C’est que Custine n’est pas le seul à raconter ses voyages. Alexis de Tocqueville, noble comme lui, vient de publier le premier tome de De la Démocratie en Amérique. Parti étudier cette jeune république, il y peint l’avenir des régimes européens. Il prophétise l’état du monde, partagé entre deux grands pays, l’Amérique et la Russie, qui ont « tous deux […] grandi dans l’obscurité » et « se sont placés tout à coup au premier rang des nations ». Le premier « a pour principal moyen d’action la liberté », le second « la servitude ». Selon Tocqueville, « leur point de départ est différent, leurs voies sont diverses ; néanmoins, chacun d’eux semble appelé par un dessein secret de la Providence à tenir un jour dans les mains les destinées de la moitié du monde ». Cette conclusion pique Custine. L’envie lui prend de vérifier cette prédiction, et de devenir ainsi le « Tocqueville de la Russie ».

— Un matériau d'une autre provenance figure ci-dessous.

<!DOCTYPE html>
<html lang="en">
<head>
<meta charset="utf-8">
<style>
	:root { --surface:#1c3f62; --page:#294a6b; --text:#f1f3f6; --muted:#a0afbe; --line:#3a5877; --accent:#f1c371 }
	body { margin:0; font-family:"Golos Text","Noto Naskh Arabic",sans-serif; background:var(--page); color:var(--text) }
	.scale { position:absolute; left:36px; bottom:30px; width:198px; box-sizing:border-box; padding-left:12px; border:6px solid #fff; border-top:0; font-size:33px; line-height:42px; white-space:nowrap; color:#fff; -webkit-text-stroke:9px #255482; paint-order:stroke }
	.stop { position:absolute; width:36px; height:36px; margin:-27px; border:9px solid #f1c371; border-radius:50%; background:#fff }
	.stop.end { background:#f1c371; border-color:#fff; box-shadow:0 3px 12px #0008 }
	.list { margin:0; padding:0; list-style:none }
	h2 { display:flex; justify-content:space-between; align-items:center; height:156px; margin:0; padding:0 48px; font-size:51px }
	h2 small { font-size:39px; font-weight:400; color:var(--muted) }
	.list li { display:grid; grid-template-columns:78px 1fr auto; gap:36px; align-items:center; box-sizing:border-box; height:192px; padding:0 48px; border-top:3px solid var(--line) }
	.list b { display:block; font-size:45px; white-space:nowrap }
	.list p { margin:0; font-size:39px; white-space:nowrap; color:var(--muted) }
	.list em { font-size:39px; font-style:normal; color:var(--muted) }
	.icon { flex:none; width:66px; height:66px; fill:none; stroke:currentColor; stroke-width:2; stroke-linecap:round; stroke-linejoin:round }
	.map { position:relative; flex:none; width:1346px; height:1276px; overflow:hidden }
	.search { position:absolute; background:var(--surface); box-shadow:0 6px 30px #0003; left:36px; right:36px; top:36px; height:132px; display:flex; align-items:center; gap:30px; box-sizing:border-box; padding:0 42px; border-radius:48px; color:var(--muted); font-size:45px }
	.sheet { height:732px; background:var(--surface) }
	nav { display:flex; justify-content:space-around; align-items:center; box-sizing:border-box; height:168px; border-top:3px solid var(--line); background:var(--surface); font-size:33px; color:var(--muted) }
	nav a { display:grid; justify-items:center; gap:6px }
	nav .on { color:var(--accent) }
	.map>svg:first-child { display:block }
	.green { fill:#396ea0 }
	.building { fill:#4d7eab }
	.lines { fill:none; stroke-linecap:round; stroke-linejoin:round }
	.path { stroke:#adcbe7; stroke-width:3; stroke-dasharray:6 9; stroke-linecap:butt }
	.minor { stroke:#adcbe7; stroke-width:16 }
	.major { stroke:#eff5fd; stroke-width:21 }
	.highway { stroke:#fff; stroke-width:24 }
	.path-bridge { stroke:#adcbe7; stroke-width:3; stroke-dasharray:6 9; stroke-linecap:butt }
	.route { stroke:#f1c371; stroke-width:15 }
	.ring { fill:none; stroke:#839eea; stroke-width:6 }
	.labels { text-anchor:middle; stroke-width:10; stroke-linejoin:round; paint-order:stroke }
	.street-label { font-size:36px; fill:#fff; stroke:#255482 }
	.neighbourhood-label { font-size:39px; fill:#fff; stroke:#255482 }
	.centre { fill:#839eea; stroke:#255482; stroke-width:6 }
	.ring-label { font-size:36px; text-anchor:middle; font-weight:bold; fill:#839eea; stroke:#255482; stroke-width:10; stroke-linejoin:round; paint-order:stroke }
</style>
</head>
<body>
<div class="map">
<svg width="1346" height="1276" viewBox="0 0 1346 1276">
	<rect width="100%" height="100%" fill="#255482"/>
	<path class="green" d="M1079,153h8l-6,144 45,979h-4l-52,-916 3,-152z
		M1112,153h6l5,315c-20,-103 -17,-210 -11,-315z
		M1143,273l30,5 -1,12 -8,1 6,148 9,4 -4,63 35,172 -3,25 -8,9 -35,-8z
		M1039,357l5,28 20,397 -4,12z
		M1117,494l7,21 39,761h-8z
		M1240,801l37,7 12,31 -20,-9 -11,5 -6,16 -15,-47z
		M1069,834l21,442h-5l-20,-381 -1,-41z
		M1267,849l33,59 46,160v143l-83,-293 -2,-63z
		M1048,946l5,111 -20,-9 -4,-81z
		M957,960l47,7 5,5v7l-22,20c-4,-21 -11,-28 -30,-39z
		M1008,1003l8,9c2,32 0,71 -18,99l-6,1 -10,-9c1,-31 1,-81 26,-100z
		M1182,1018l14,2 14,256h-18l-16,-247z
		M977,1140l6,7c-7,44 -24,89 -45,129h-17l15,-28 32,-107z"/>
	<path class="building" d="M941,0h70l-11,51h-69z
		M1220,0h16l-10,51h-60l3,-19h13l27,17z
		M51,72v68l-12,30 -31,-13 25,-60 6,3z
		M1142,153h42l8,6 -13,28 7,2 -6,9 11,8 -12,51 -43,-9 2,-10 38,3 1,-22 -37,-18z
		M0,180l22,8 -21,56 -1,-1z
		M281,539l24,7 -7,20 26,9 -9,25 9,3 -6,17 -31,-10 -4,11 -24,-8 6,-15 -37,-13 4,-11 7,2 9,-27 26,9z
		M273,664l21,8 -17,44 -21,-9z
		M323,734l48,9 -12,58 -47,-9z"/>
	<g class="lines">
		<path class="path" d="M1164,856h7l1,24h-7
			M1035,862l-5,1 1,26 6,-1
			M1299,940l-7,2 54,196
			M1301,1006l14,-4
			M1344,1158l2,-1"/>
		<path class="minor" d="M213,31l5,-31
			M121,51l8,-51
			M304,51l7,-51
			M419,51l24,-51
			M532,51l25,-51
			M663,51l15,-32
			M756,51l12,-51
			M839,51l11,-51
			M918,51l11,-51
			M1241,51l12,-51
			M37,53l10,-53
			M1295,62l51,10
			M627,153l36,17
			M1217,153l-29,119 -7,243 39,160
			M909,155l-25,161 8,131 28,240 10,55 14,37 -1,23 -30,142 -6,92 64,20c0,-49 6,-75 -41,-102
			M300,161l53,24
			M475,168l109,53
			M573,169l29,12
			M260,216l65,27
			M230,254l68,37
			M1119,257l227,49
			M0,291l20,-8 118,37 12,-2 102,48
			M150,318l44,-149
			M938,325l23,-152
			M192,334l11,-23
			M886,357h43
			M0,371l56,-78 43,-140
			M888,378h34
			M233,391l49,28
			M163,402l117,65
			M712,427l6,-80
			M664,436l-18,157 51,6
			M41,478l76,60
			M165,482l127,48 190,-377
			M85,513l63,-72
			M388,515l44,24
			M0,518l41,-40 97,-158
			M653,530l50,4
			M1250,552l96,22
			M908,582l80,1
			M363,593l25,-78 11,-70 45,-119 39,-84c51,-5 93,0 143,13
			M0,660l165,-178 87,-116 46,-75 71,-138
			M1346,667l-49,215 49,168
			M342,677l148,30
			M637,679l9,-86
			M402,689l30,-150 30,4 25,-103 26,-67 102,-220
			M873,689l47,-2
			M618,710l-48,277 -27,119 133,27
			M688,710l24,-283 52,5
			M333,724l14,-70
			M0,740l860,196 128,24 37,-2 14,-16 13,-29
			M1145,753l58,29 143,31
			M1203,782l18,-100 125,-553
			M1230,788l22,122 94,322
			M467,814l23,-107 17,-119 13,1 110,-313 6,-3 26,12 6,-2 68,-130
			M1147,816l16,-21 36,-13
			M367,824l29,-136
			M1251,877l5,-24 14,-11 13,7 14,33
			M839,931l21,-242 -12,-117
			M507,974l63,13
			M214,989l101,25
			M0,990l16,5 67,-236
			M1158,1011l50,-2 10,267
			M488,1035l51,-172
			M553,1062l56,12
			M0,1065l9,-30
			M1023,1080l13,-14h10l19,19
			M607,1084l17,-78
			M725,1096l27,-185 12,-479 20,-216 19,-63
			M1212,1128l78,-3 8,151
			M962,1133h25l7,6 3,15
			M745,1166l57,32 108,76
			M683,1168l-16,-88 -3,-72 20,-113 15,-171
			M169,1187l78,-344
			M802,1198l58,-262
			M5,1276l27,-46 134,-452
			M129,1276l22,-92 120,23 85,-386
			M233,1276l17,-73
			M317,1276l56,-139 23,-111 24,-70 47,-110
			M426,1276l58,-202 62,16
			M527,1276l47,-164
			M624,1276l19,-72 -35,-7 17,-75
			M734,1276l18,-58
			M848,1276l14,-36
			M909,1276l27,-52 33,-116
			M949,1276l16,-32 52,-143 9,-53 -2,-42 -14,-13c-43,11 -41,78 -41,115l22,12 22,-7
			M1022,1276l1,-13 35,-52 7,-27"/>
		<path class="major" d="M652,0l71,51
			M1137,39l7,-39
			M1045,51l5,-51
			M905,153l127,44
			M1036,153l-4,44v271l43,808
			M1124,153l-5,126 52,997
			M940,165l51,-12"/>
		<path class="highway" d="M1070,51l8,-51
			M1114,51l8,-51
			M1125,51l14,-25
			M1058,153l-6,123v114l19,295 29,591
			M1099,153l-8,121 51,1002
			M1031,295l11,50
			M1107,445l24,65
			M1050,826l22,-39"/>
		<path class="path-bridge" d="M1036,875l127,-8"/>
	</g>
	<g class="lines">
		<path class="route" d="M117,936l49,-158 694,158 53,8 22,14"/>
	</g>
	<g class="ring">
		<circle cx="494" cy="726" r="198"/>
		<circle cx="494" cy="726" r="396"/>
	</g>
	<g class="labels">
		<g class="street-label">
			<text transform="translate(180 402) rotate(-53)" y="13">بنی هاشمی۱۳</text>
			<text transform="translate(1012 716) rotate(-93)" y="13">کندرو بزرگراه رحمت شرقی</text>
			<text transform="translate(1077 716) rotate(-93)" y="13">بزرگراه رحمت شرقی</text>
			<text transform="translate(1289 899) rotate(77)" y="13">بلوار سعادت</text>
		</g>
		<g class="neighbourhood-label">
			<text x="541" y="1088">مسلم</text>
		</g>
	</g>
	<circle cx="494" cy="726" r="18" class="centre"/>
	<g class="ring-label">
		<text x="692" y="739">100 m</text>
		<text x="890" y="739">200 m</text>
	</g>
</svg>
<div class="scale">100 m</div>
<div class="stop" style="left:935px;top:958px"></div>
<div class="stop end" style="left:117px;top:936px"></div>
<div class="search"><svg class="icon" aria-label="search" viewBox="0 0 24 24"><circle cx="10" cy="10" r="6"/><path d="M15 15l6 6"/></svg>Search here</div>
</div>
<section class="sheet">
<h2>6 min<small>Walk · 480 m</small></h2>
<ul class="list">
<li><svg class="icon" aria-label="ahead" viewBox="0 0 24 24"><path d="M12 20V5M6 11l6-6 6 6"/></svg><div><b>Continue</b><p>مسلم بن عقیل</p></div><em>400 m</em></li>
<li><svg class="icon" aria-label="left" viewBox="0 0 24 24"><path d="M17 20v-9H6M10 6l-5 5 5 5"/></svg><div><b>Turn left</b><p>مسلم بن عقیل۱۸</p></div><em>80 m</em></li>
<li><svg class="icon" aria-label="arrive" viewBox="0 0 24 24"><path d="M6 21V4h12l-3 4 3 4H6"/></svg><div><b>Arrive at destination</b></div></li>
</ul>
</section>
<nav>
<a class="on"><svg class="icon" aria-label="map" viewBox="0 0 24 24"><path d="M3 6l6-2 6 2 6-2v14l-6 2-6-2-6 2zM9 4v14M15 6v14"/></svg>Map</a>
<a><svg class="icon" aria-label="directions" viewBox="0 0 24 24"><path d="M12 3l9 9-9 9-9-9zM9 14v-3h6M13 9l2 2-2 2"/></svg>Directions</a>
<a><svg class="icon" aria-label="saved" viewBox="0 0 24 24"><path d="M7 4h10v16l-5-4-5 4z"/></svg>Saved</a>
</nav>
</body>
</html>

“Cet empire colossal que je vois se lever tout à coup devant moi à l’orient de l’Europe, de cette Europe où les sociétés souffrent de l’appauvrissement de toute autorité reconnue, me fait l’effet d’une résurrection”
Astolphe de Custine

 

Il espère surtout y trouver autre chose que le rouleau compresseur égalitaire que son rival a entrevu outre-Atlantique. Face à cet « avenir américain tant promis à l’Europe », écrit Custine, il va chercher un remède au démocratisme occidental. Il reste en effet traumatisé par l’expérience révolutionnaire. À travers les régimes successifs qui, dans la France de la première moitié du XIXe siècle, ont installé un empire, une monarchie restaurée, puis parlementaire, le marquis, resté avant tout aristocrate, cherche un contre-modèle à ce qu’il appelle le « despotisme [né] de l’égalité universelle ». Face à une France sujette à des pulsions révolutionnaires, oublieuse de ses traditions et de sa religion, il place son espoir dans un régime chrétien et conservateur, la Russie du tsar Nicolas Ier : « Cet empire colossal que je vois se lever tout à coup devant moi à l’orient de l’Europe, de cette Europe où les sociétés souffrent de l’appauvrissement de toute autorité reconnue, me fait l’effet d’une résurrection. » À Tocqueville et à son démocratisme résigné, le défi est lancé. Custine, à l’orée de l’été 1839, embarque pour la Russie.

 

Rien Neva plus

L’arrivée dans la capitale de l’Empire russe, transférée au début du XVIIIe siècle par Pierre le Grand de Moscou à la ville nouvelle de Saint-Pétersbourg, n’est pas engageante. Le paysage russe, qu’il contemple à son approche, lui paraît fort morne. C’est « une lande humide, basse et parsemée à perte de vue de bouleaux qui ont l’air pauvre et malheureux. Ce paysage uni, vide, sans accidents, sans couleur, sans bornes et pourtant sans grandeur, est tout juste assez éclairé pour être visible ». Avant qu’on ne l’autorise à débarquer, des fonctionnaires zélés vérifient ses papiers, fouillent ses effets personnels et lui font subir « un long interrogatoire ». Ceci fait dire à Custine que l’étranger débarquant en Russie, « si on lui en veut, […] ne sera jamais en règle ».